• EXERCISE: From the line with "M507 641 527 534" to the line with "M784 816 757", retype every line exactly, including those two, and leave out the rest of the data below.

GIVEN DATA below:

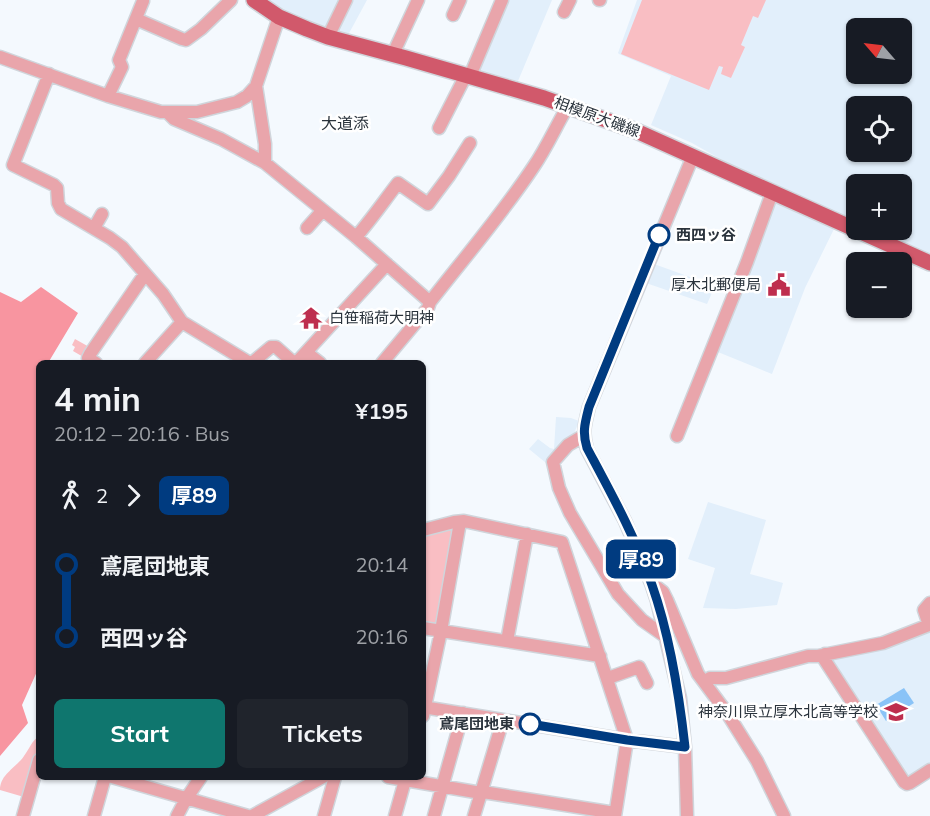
<!DOCTYPE html>
<meta charset="utf-8">
<style>
:root{--surface:#171b24;--page:#20242c;--text:#f1f3f6;--muted:#9ea1a6;--accent:#0f766e}
body{margin:0;font-family:Mulish,"Noto Sans JP",sans-serif;background:var(--page);color:var(--text);height:100vh;display:flex;flex-direction:column;font-size:22px;white-space:nowrap}
*{box-sizing:border-box;margin:0}
p{font-size:20px;color:var(--muted)}
.icon{flex:none;width:33px;height:33px;fill:none;stroke:currentColor;stroke-width:2;stroke-linecap:round;stroke-linejoin:round}
.map{position:relative;flex:1;overflow:hidden}
.side{position:absolute;left:36px;top:360px;width:390px;height:420px;display:flex;flex-direction:column;background:var(--surface);border-radius:9px;box-shadow:0 2px 4px #0004}
.side>*{flex:none}
.badge{padding:0 12px;border-radius:9px;font-size:21px;line-height:39px}
.needle{width:39px;rotate:298deg}
.tools{position:absolute;left:846px;top:18px;display:grid;gap:12px}
.tools a{display:grid;place-items:center;width:66px;height:66px;border-radius:9px;background:var(--surface);box-shadow:0 2px 4px #0004;font-size:30px}
.map>.badge{position:absolute;translate:-50% -50%;box-shadow:0 0 0 3px #fff}
.legs{display:flex;align-items:center;gap:9px;height:66px;padding:0 18px;font-size:20px}
.legs p{margin-inline-start:auto}
.summary{display:flex;align-items:center;justify-content:space-between;height:102px;padding:0 18px}
h1{font-size:33px;font-weight:700;line-height:45px}
.action{display:flex;gap:12px;margin-top:auto;padding:12px 18px}
.action a{flex:1;height:69px;border-radius:9px;background:var(--accent);color:#fff;font-size:24px;font-weight:700;line-height:69px;text-align:center}
.action a+a{background:var(--page);color:var(--text)}
ul{padding:0 18px;list-style:none}
li{display:flex;align-items:center;gap:21px;height:72px;font-size:22px}
li i{display:grid;place-items:center;width:9px;height:100%;margin:0 8px;background:currentColor}
li i::after{content:'';width:15px;height:15px;margin:-8px;border:4px solid;border-radius:50%;background:var(--surface)}
li p{margin-inline-start:auto}
li:first-child i{background:linear-gradient(#0000 50%,currentColor 0)}
li:last-child i{background:linear-gradient(currentColor 50%,#0000 0)}
.map>svg:first-child{display:block}
</style>
<div class="map">
<svg width="930" height="816" viewBox="0 0 930 816">
<rect width="100%" height="100%" fill="#f4f9fe"/>
<path fill="#e2effb" fill-rule="evenodd" d="M265 0H344L329 30 301 20Z
M347 0H367L347 37 333 33Z
M508 0H552L518 81 479 71Z
M637 0H930V254L874 230H902V184H856V222L738 169 692 143 651 125 671 76 619 54 618 53ZM856 28H902V74H856ZM856 106H902V152H856Z
M776 201 834 229 805 288 772 374 713 350 771 203Z
M654 264 715 286 707 304 646 283Z
M556 417 571 418 579 421 572 439 546 463 529 449 538 439 550 448 554 449Z
M708 502 766 520 750 574 783 583 777 605 736 609 703 608 715 568 688 559Z
M930 628V766L909 780 828 659Z"/>
<path fill="#f9bec3" d="M642 0H766L758 18 753 16 741 45 745 47 731 78 721 74 723 67 719 66 709 90 621 54Z
M75 339 91 348 85 358 73 351 75 347 72 345Z
M454 526 438 623 435 626 423 624V534Z
M39 736V752L36 756 24 797 0 790C0 774 16 768 24 756 30 748 31 742 39 736Z"/>
<path fill="#f895a0" d="M41 287 78 313 48 363H39V571L37 574 39 578V667L22 705 28 723 0 756V292L21 302Z"/>
<path fill="#8ac3f7" d="M904 688 914 703 886 721 876 705Z"/>
<g fill="none" stroke-linecap="round" stroke-linejoin="round">
<g stroke="#d0d5db" stroke-width="15">
<path id="minor" d="M599 0H600
M564 12 570 0
M453 15 460 0
M136 19 182 39 186 40 201 29 231 0
M328 37 346 0
M393 54 418 0
M0 57 108 96 161 112H197L237 102 247 96 256 86 279 17
M49 74 13 165 54 185 57 188 58 203 61 209 110 238 122 247 163 294 182 322 248 362H253L271 347H276L294 363 297 362 387 264
M470 76 502 0
M256 86 265 144V163L356 237 430 302C465 257 503 213 534 166 547 147 556 126 568 106
M108 96 122 67 119 60 143 1
M168 113 174 119 221 139 265 163
M439 128 466 75
M94 228 102 214
M307 228 323 210
M356 237C371 220 384 201 398 183L428 204 449 176 470 143
M307 353 320 363
M96 363 88 358 90 354 145 274
M145 363 182 322
M382 363 428 308 430 302
M583 436 568 445 553 462 559 488 570 513 618 594 642 620 666 637
M677 436 747 262 772 193
M423 530 454 522 464 521 562 542 627 740 615 816
M654 585 663 592 667 600 698 674 704 682
M423 628 600 656
M507 641 527 534
M825 654 824 659 904 782 907 784 910 783 930 770
M608 678 639 667 647 683
M423 707 627 740 685 747
M423 716 441 631 460 522
M112 777 248 816
M388 777 481 793 483 792 615 813
M23 816 39 760
M94 816 105 777
M177 816 186 799 201 777
M252 816 323 777
M324 816 335 777
M395 816 406 777
M434 816 463 713
M474 816 503 720
M687 816 685 747 680 698 657 601 651 583 625 521 587 449C582 432 585 423 589 407L693 156
M784 816 757 761 727 713 704 682 710 678H726L808 656H818L883 643 929 625 924 610 930 603"/>
</g>
<g stroke="#d0d5db" stroke-width="18">
<path id="major" d="M254 0 279 17 307 29 328 37 406 58 544 98 634 130 930 263"/>
</g>
<use href="#minor" stroke="#e9a5ab" stroke-width="12"/>
<use href="#major" stroke="#d1596b" stroke-width="15"/>
</g>
<g fill="none" stroke-linecap="round" stroke-linejoin="round">
<g stroke="#fff" stroke-width="14">
<path id="line-1" d="M530 724 627 740 685 747C679 693 670 636 652 585 636 538 611 493 587 448 582 432 585 423 589 407L659 235"/>
</g>
<use href="#line-1" stroke="#003b80" stroke-width="9"/>
</g>
<defs>
<g id="civic-bare" transform="scale(1.8)"><path d="M-.6-6.5H3V-4.5H.6V-3L4-1V1h2V6H-6V1h2V-1L-.6-3ZM-1.2 2.5V6h2.4V2.5Z" fill="#be2e4e" stroke="#fff" stroke-width="2.5" paint-order="stroke"/></g>
<g id="temple-bare" transform="scale(1.8)"><path d="M0-6L5-2H3V0L6.5 2.5H4V6H1.5V3h-3V6H-4V2.5H-6.5L-3 0V-2H-5Z" fill="#be2e4e" stroke="#fff" stroke-width="2.5" paint-order="stroke"/></g>
<g id="school-bare" transform="scale(1.8)"><path d="M0-5L7-2L0 1L-7-2ZM-4 1L0 2.5L4 1V4Q0 6-4 4Z" fill="#be2e4e" stroke="#fff" stroke-width="2.5" paint-order="stroke"/></g>
</defs>
<g fill-rule="evenodd">
<use href="#civic-bare" x="779" y="285"/>
<use href="#temple-bare" x="311" y="318"/>
<use href="#school-bare" x="896" y="712"/>
</g>
<g fill="#fff" stroke="#003b80" stroke-width="3">
<circle cx="659" cy="235" r="10"/>
<circle cx="530" cy="724" r="10"/>
</g>
<g text-anchor="middle" stroke-width="5" stroke-linejoin="round" paint-order="stroke">
<g font-size="15" fill="#2a333c" stroke="#fff">
<text transform="translate(597 117) rotate(20)" y="5">相模原大磯線</text>
</g>
<g font-size="15" font-weight="bold" fill="#2a333c" stroke="#fff" text-anchor="start">
<text x="676" y="240">西四ッ谷</text>
<text x="514" y="729" text-anchor="end">鳶尾団地東</text>
</g>
<g font-size="15" fill="#2a333c" stroke="#fff" text-anchor="end">
<text x="761" y="290">厚木北郵便局</text>
<text x="329" y="323" text-anchor="start">白笹稲荷大明神</text>
<text x="878" y="717">神奈川県立厚木北高等学校</text>
</g>
<g font-size="16" fill="#2a333c" stroke="#fff">
<text x="345" y="129">大道添</text>
</g>
</g>
</svg>
<div class="tools">
<a><svg class="needle" viewBox="-14 -14 28 28"><path d="M0-13l5 13h-10z" fill="#e53935"/><path d="M0 13l5-13h-10z" fill="#9ea1a6"/></svg></a>
<a><svg class="icon" aria-label="locate" viewBox="0 0 24 24"><circle cx="12" cy="12" r="6"/><path d="M12 2v4M12 18v4M2 12h4M18 12h4"/></svg></a>
<a>+</a>
<a>−</a>
</div>
<b class="badge" style="left:641px;top:559px;background:#003b80;color:#fff">厚89</b>
<section class="side">
<div class="summary"><div><h1>4 min</h1><p>20:12 – 20:16 · Bus</p></div><b>¥195</b></div>
<div class="legs"><svg class="icon" aria-label="walk" viewBox="0 0 24 24"><circle cx="13" cy="4" r="2"/><path d="M13 8l-2 6 4 7M11 14l-3 7M7 12l3-4h3l4 4"/></svg>2<svg class="icon" aria-label="forward" viewBox="0 0 24 24"><path d="M9 5l7 7-7 7"/></svg><b class="badge" style="background:#003b80;color:#fff">厚89</b></div>
<ul>
<li><i style="color:#003b80"></i><b>鳶尾団地東</b><p>20:14</p></li>
<li><i style="color:#003b80"></i><b>西四ッ谷</b><p>20:16</p></li>
</ul>
<div class="action"><a>Start</a><a>Tickets</a></div>
</section>
</div>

End of GIVEN DATA.

• OUTPUT OF THE EXERCISE:
M507 641 527 534
M825 654 824 659 904 782 907 784 910 783 930 770
M608 678 639 667 647 683
M423 707 627 740 685 747
M423 716 441 631 460 522
M112 777 248 816
M388 777 481 793 483 792 615 813
M23 816 39 760
M94 816 105 777
M177 816 186 799 201 777
M252 816 323 777
M324 816 335 777
M395 816 406 777
M434 816 463 713
M474 816 503 720
M687 816 685 747 680 698 657 601 651 583 625 521 587 449C582 432 585 423 589 407L693 156
M784 816 757 761 727 713 704 682 710 678H726L808 656H818L883 643 929 625 924 610 930 603"/>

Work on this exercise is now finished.